◆ **REQUIRED WORK**: Starting with the first line and ending with the one that holds "solid #fff;border-radius:50%;box-shadow:0 2px", retype the entries exactly.

++++++++

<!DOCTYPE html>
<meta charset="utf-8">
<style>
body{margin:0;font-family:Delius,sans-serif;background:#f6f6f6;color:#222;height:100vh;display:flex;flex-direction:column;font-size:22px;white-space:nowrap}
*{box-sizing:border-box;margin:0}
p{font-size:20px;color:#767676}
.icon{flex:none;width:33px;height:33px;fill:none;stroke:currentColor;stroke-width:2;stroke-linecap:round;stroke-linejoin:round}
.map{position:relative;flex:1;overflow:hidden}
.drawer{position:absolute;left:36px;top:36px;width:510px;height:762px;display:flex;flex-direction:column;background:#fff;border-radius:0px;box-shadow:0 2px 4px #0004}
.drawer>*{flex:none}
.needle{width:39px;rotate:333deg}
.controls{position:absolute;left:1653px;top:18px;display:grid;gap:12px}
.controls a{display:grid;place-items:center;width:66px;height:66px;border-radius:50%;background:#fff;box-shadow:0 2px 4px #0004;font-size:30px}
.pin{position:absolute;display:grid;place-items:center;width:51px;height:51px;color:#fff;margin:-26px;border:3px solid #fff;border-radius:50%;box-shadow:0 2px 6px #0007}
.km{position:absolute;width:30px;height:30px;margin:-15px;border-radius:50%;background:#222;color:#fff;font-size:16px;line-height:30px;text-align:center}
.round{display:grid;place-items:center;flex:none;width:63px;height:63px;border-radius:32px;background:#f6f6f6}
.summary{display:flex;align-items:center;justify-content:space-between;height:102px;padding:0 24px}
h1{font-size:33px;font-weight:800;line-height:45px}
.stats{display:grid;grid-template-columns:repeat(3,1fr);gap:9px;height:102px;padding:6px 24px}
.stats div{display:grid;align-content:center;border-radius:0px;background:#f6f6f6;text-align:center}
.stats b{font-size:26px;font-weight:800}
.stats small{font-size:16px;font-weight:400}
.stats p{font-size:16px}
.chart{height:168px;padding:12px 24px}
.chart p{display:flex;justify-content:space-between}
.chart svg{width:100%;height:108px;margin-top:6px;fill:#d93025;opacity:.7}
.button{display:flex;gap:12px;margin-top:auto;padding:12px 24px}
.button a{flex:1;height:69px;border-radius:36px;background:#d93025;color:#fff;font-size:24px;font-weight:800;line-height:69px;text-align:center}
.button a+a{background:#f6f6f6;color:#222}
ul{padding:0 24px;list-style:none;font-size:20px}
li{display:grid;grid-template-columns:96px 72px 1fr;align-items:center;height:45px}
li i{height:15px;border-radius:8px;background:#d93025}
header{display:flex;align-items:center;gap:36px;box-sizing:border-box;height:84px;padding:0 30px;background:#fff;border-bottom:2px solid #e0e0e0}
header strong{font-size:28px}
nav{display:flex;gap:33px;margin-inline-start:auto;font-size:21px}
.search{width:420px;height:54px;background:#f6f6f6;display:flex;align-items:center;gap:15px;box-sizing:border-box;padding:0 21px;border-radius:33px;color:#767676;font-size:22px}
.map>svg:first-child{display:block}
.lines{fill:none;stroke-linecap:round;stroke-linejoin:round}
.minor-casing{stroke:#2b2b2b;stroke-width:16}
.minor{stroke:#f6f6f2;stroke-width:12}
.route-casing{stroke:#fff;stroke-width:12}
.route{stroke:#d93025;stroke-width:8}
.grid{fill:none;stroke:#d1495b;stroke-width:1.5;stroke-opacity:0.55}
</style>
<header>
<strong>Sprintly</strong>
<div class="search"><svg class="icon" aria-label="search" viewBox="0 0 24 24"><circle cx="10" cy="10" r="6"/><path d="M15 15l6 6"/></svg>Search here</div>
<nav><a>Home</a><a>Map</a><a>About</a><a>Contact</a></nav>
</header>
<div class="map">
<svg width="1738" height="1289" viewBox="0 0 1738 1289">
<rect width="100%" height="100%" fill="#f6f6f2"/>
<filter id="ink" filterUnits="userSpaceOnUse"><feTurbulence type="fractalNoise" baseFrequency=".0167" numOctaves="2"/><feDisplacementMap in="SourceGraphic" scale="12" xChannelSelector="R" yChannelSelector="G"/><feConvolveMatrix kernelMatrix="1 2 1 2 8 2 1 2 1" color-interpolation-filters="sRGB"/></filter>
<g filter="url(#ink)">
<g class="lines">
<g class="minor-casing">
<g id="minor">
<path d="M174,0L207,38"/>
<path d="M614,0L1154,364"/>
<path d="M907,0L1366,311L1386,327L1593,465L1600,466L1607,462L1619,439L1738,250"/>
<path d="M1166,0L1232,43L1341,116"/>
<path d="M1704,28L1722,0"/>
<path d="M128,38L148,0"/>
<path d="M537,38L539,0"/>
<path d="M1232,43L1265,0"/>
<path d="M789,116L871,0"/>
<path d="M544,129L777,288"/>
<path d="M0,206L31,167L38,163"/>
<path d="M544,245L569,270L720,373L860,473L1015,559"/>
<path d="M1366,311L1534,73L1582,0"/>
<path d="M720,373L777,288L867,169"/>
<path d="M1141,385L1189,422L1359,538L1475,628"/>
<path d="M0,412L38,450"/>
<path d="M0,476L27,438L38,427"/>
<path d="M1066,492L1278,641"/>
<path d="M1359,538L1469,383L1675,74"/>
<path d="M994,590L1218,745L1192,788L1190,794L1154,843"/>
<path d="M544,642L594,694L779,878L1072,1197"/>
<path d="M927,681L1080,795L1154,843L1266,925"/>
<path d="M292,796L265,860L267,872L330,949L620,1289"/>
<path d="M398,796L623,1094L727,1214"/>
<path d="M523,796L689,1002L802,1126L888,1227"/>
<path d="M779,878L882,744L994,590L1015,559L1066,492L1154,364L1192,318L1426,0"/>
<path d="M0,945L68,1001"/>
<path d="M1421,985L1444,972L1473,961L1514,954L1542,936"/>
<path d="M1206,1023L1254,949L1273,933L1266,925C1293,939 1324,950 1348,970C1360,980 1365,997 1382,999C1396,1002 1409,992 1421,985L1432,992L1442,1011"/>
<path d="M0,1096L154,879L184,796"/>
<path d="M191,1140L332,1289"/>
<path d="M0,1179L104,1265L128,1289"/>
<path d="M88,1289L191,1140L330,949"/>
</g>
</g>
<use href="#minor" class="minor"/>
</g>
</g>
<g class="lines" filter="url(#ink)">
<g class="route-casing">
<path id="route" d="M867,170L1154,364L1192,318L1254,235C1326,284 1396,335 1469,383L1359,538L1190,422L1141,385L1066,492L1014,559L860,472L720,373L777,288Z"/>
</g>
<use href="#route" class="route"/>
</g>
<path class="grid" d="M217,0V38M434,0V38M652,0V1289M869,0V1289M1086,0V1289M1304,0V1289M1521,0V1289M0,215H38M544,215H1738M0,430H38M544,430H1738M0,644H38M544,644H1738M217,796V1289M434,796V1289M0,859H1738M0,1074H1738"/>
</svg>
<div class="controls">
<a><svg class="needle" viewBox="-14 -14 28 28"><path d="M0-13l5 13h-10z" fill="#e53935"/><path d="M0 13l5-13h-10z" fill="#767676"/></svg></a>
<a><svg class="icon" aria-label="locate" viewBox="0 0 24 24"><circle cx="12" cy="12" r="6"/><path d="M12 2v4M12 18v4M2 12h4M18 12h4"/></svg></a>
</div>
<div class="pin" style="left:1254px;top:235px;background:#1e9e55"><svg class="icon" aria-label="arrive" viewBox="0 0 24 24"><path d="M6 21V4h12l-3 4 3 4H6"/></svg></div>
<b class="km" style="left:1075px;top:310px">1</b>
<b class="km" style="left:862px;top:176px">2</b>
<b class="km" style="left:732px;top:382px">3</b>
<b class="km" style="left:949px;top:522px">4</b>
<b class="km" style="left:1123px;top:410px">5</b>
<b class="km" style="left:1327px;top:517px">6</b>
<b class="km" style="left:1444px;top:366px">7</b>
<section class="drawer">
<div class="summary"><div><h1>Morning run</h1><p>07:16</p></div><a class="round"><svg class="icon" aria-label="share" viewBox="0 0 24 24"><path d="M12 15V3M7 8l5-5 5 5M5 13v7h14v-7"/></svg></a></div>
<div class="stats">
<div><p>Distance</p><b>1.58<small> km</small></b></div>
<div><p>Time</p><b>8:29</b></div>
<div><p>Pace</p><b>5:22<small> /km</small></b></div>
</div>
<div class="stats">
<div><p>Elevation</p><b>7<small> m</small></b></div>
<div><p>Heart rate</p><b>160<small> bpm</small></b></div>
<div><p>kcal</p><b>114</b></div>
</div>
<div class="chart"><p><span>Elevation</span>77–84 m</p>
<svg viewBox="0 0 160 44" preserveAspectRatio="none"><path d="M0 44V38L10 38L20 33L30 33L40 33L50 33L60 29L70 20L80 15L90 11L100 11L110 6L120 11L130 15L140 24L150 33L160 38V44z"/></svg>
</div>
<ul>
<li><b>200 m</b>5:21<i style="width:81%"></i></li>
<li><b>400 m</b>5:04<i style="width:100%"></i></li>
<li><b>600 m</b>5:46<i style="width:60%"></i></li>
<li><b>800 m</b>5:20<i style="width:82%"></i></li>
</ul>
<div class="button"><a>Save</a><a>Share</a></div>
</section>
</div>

++++++++

◆ **REPLY**:
<!DOCTYPE html>
<meta charset="utf-8">
<style>
body{margin:0;font-family:Delius,sans-serif;background:#f6f6f6;color:#222;height:100vh;display:flex;flex-direction:column;font-size:22px;white-space:nowrap}
*{box-sizing:border-box;margin:0}
p{font-size:20px;color:#767676}
.icon{flex:none;width:33px;height:33px;fill:none;stroke:currentColor;stroke-width:2;stroke-linecap:round;stroke-linejoin:round}
.map{position:relative;flex:1;overflow:hidden}
.drawer{position:absolute;left:36px;top:36px;width:510px;height:762px;display:flex;flex-direction:column;background:#fff;border-radius:0px;box-shadow:0 2px 4px #0004}
.drawer>*{flex:none}
.needle{width:39px;rotate:333deg}
.controls{position:absolute;left:1653px;top:18px;display:grid;gap:12px}
.controls a{display:grid;place-items:center;width:66px;height:66px;border-radius:50%;background:#fff;box-shadow:0 2px 4px #0004;font-size:30px}
.pin{position:absolute;display:grid;place-items:center;width:51px;height:51px;color:#fff;margin:-26px;border:3px solid #fff;border-radius:50%;box-shadow:0 2px 6px #0007}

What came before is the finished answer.